- What is required
Could you count how many lines of the data include "list" and answer with the number only?
Information given Start Marker
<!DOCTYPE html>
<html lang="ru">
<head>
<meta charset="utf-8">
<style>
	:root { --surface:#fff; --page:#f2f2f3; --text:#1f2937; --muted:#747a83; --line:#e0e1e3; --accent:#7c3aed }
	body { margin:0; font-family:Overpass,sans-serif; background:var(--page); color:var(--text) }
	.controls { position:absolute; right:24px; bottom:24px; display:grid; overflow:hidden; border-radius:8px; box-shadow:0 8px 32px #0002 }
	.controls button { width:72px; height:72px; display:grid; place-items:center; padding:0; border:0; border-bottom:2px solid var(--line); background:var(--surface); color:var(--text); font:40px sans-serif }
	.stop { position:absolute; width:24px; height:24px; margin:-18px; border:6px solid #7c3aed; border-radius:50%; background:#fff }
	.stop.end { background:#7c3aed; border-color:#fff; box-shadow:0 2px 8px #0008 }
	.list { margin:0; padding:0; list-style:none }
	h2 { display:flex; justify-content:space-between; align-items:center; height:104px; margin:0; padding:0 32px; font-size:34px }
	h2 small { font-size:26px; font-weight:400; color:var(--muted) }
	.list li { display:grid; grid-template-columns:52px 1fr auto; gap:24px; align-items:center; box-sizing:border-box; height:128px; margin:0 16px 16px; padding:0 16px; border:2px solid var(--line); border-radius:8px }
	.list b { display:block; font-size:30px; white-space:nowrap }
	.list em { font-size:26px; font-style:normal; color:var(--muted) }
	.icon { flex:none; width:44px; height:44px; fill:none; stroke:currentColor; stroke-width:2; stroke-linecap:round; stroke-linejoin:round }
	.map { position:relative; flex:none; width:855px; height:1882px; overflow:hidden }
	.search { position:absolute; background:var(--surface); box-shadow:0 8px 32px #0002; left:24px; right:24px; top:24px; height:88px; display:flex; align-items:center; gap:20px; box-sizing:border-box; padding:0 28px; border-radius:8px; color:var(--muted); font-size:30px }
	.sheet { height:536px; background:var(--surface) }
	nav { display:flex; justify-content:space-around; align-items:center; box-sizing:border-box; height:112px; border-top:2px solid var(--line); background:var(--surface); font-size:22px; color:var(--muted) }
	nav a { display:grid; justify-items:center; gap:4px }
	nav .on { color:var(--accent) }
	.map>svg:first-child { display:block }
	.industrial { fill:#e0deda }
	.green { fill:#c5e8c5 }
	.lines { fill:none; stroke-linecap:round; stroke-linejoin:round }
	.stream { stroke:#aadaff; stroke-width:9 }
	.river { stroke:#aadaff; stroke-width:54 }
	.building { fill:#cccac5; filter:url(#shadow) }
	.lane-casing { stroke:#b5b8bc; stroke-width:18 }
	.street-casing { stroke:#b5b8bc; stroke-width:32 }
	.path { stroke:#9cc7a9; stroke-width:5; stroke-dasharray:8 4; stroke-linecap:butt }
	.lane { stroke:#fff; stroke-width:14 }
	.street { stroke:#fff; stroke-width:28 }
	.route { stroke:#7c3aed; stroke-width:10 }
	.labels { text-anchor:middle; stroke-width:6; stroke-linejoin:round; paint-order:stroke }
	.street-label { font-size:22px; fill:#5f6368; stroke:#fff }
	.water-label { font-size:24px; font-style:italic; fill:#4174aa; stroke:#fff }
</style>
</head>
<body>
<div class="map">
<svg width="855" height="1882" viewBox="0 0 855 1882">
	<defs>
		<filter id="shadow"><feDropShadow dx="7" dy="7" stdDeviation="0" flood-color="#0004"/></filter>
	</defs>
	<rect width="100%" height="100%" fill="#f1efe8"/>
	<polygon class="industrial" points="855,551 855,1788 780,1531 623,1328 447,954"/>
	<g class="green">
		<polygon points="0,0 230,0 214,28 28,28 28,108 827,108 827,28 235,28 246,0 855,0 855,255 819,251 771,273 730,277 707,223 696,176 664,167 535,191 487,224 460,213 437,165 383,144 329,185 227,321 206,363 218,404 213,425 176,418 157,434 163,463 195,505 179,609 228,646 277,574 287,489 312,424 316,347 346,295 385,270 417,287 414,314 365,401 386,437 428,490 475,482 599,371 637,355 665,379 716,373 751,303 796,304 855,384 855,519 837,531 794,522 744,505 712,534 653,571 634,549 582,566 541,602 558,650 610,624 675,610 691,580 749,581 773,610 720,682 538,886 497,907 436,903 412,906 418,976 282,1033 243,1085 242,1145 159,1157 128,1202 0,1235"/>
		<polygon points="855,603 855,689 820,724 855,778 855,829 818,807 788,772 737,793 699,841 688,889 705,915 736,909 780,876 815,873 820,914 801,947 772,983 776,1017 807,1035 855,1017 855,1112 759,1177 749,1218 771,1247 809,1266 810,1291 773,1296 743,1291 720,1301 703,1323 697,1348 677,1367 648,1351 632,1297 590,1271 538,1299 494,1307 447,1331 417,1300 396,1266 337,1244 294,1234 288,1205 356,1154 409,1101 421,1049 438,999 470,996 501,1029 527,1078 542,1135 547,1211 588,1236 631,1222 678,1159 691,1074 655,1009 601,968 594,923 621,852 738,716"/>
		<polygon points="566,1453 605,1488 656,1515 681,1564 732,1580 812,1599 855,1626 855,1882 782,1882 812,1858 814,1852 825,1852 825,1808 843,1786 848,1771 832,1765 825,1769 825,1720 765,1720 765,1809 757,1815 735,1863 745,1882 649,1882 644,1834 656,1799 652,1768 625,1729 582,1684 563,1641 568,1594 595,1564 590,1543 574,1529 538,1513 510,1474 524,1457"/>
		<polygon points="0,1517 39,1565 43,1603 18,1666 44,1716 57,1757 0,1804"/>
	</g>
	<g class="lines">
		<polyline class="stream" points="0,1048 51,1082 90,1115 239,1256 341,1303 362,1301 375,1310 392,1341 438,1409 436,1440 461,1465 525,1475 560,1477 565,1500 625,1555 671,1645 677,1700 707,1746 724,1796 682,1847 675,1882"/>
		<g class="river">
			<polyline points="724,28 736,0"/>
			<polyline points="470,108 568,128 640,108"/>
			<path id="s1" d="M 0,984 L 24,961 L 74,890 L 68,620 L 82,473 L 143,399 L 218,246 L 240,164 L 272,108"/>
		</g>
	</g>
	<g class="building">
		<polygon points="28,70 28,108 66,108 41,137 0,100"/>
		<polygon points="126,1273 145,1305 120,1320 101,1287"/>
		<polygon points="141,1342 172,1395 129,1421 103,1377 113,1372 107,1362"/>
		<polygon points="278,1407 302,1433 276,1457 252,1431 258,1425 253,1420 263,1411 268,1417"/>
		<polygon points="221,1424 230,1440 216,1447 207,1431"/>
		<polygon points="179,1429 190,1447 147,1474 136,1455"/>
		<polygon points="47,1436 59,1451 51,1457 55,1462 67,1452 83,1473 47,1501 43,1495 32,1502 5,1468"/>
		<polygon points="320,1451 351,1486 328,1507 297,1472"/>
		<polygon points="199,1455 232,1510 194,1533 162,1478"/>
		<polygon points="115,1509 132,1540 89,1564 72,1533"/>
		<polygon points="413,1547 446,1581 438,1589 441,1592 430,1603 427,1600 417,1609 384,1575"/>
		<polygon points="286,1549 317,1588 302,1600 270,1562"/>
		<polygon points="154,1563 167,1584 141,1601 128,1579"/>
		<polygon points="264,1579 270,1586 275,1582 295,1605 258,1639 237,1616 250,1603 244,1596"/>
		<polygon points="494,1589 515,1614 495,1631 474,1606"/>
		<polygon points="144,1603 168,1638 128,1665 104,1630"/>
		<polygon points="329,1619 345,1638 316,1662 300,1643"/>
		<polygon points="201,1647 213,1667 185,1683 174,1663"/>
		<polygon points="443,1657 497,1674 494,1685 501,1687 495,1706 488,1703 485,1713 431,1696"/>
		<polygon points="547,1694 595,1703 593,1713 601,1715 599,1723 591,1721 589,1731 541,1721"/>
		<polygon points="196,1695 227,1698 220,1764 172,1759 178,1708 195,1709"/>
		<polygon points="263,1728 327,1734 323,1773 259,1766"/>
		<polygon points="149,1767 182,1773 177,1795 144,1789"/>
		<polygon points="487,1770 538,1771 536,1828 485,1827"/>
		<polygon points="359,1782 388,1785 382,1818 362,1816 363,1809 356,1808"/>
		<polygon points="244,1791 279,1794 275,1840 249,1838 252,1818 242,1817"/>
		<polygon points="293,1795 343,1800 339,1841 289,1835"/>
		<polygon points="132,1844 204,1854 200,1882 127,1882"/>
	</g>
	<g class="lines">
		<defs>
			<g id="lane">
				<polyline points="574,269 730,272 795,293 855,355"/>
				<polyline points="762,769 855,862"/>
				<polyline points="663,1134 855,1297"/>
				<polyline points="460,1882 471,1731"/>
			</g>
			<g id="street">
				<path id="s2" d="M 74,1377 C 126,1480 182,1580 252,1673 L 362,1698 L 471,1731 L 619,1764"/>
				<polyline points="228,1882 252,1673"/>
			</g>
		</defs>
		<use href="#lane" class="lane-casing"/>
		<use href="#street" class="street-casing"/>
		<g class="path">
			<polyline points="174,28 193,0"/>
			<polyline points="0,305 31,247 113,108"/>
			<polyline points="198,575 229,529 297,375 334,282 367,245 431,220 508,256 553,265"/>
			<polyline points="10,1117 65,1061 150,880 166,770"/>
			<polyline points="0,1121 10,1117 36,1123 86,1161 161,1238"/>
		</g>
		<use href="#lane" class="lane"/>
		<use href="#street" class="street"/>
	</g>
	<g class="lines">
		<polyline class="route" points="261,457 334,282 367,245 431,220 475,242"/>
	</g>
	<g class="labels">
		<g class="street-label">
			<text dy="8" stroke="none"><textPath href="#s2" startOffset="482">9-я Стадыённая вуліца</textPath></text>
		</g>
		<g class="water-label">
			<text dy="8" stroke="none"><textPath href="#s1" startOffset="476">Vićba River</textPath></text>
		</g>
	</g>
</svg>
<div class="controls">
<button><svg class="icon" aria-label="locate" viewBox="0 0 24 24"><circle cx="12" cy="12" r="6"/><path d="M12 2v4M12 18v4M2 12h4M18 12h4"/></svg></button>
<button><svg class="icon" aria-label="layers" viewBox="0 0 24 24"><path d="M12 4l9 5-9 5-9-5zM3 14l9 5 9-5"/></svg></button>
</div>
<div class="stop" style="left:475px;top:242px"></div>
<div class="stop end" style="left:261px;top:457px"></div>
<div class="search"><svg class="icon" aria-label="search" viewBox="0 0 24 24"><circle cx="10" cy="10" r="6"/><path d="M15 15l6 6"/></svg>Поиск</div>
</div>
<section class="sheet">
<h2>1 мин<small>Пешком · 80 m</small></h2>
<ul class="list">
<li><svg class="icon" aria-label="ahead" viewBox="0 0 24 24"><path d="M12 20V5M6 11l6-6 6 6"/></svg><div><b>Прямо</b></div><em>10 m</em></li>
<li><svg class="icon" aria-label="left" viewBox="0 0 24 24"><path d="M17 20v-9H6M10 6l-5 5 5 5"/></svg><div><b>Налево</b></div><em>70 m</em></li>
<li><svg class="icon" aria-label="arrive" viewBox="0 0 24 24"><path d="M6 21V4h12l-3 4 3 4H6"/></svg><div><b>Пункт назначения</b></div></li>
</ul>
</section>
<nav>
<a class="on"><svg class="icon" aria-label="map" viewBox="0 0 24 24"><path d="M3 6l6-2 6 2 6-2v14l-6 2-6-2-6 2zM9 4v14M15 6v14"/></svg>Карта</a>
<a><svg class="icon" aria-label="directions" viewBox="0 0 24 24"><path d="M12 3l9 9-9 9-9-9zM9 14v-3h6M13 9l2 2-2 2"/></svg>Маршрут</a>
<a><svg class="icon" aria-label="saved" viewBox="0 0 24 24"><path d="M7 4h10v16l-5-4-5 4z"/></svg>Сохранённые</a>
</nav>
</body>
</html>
Information given End Marker
- Task result
5